There’s a nagging nostalgia for the past. A longing to recapture what once was. But leave it to 26-year-old Lydia Ko, who was the youngest to win on Tour at the age of 15, youngest player, male or female, to reach No. 1 in the world at the age of 17, and youngest to capture 10 wins by the age of 18 - to remind us that it’s impossible to go back. No matter how great that time might have been.
“I feel very fortunate about the things that happened earlier in my career. When I wasn't playing as well I think I wanted to try and be the person that I was and try and put myself back to when I was No. 1,” said Ko on Sunday. “But Stacy Lewis, a few years ago she said, ‘Hey, you know, you can't try and be like your past. You're trying to be the best player, best person you can be now.’”
Sunday, Ko captured the 17th win of her career at the Gainbridge LPGA at Boca Rio, the second event of the LPGA Tour’s 2022 season. Ko led three of the four days in Boca Raton where she was locked in a daily duel with Danielle Kang, who was the winner the week before at the Tour’s season opener. The victory marks Ko’s third worldwide win in nine months. And with each victory Ko has further cemented her comeback status.

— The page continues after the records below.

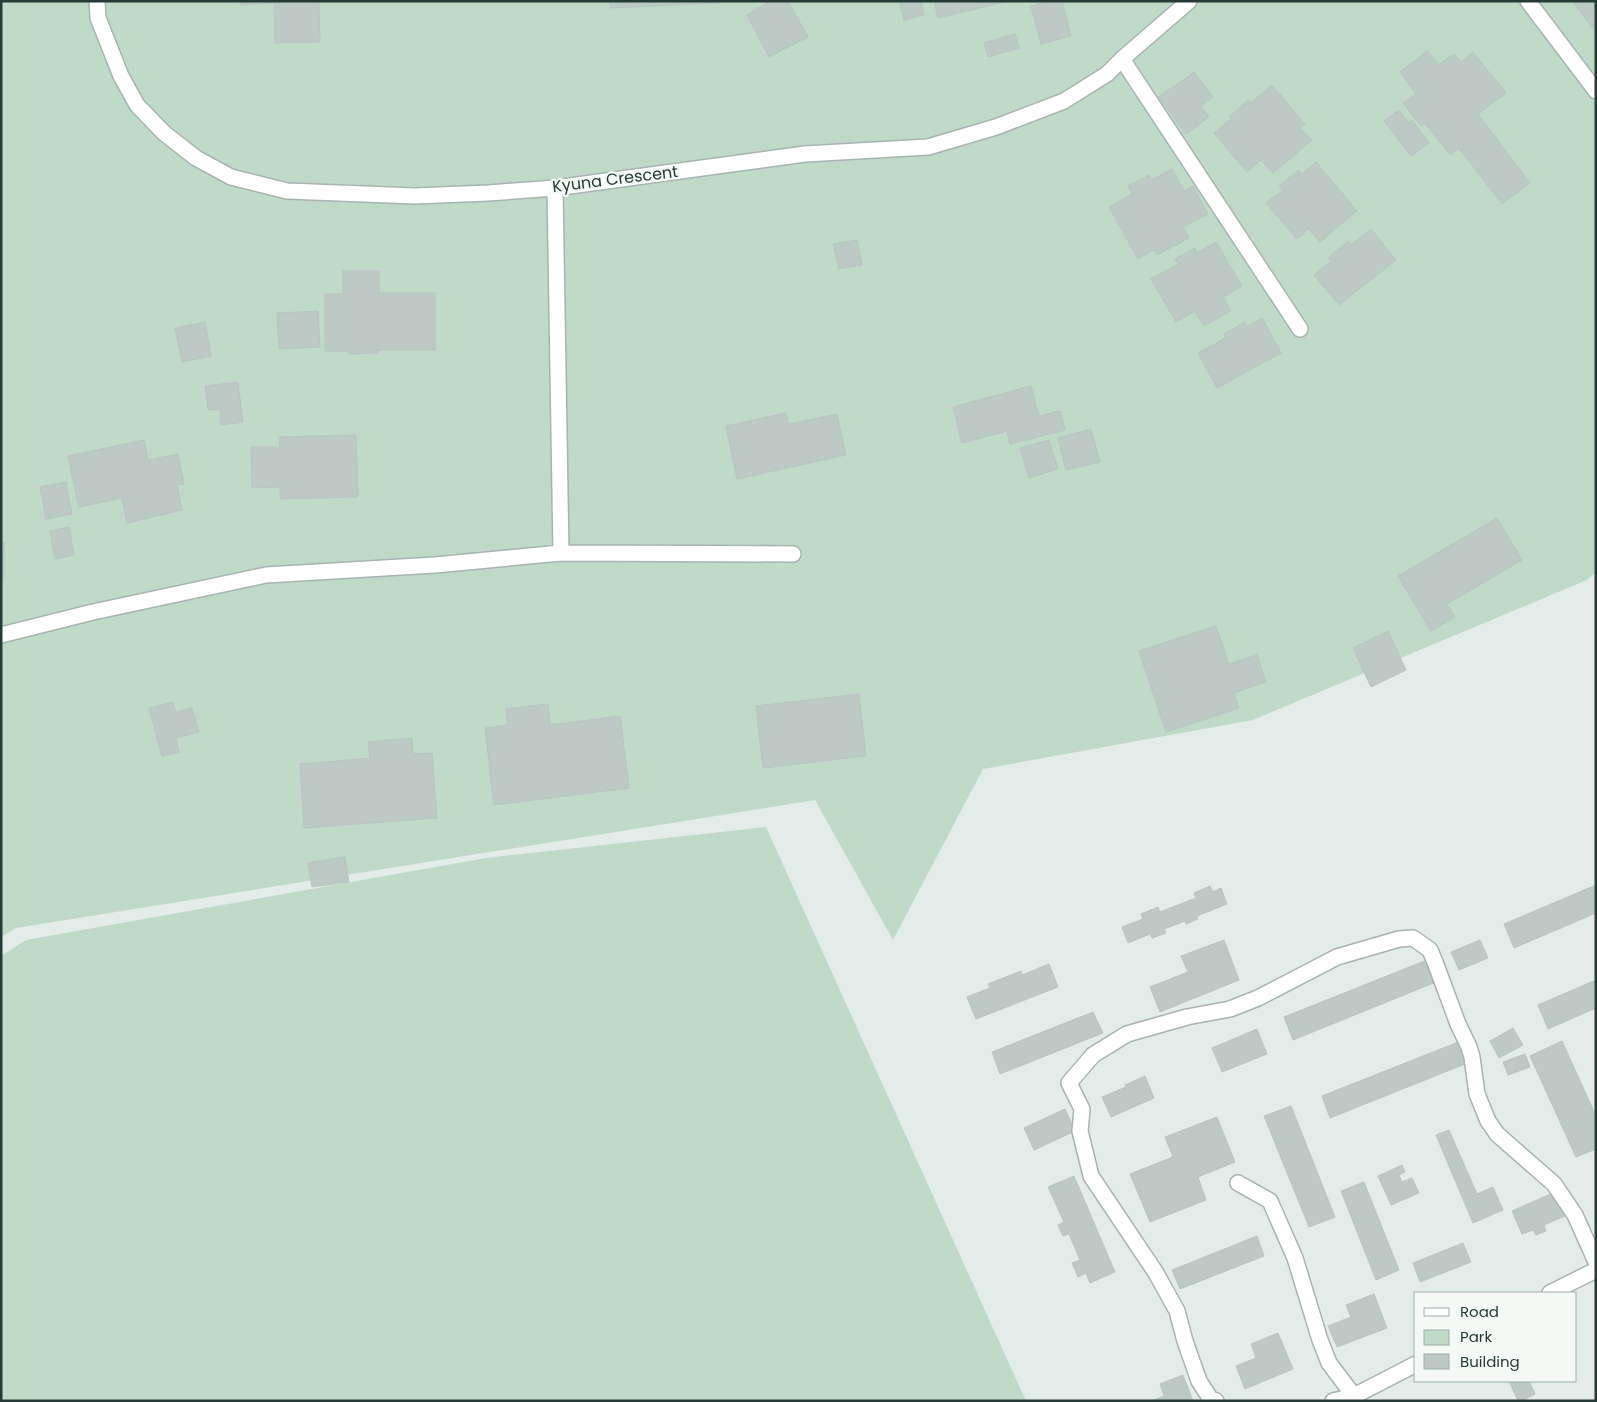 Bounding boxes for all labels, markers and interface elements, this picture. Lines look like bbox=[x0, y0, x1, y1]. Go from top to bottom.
street label: Kyuna Crescent bbox=[551, 160, 679, 198]
legend bbox=[1414, 1292, 1577, 1382]
text: Road bbox=[1460, 1301, 1499, 1322]
text: Park bbox=[1460, 1326, 1492, 1347]
text: Building bbox=[1460, 1351, 1520, 1372] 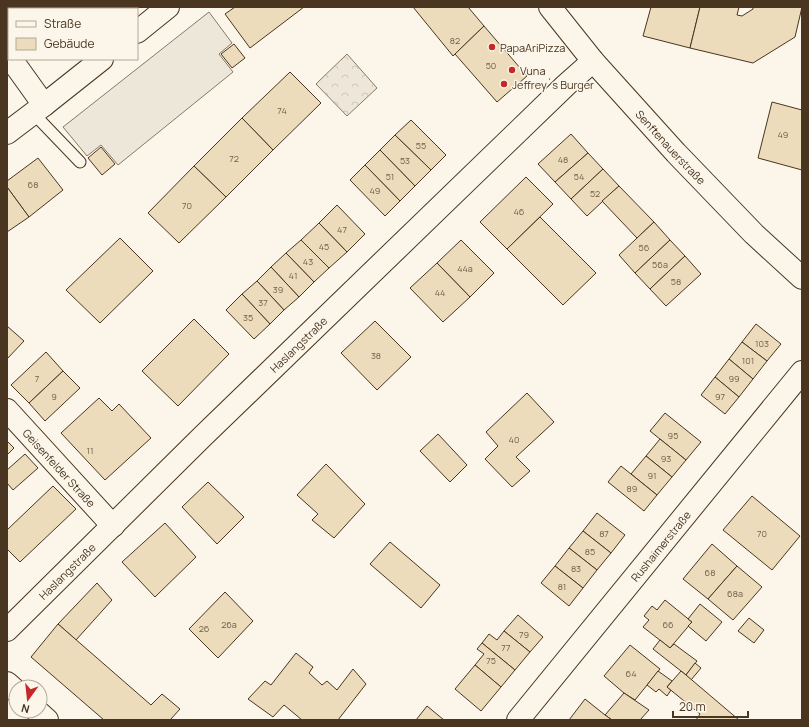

“Last year was a big turnaround year for me. Even the fall of 2020. When we had that long time off I think it was kind of a time for me to look back at what are the things I need to work on and just take a whole new approach to things,” Ko said after her win on Sunday. “When you keep knocking on the door you feel like at one point it's going to open.”
Ko’s climb back to the winner’s circle coincides with the LPGA Tour’s return following the COVID break. When the Tour returned to action in the summer of 2020, Ko was ranked No. 50 in the world. It was the lowest ranking of her professional career and she’d gone without a win in three years. But as questions about what happened to the former world No. 1 grew, Ko fought off the desire to try to recapture the magic she displayed as a child prodigy. Instead, she’s remained focusing on driving forward and, perhaps, becoming an even better version of herself.
“Sometimes you're going to take two steps back, but you just keep working and working at just trying to be the best,” Ko said. “I'm just trying to be the best version I can be today.”
It’s a fitting message which happens to match the same mantra that has spurred the LPGA forward in recent years - Drive On. The campaign celebrates the LPGA’s past through the recognition of its founders and the women who persevered to bring the Tour to where it is now. It also recognizes the athletes of today, who demonstrate their own resilience in fighting for their dreams while pushing the Tour to new heights.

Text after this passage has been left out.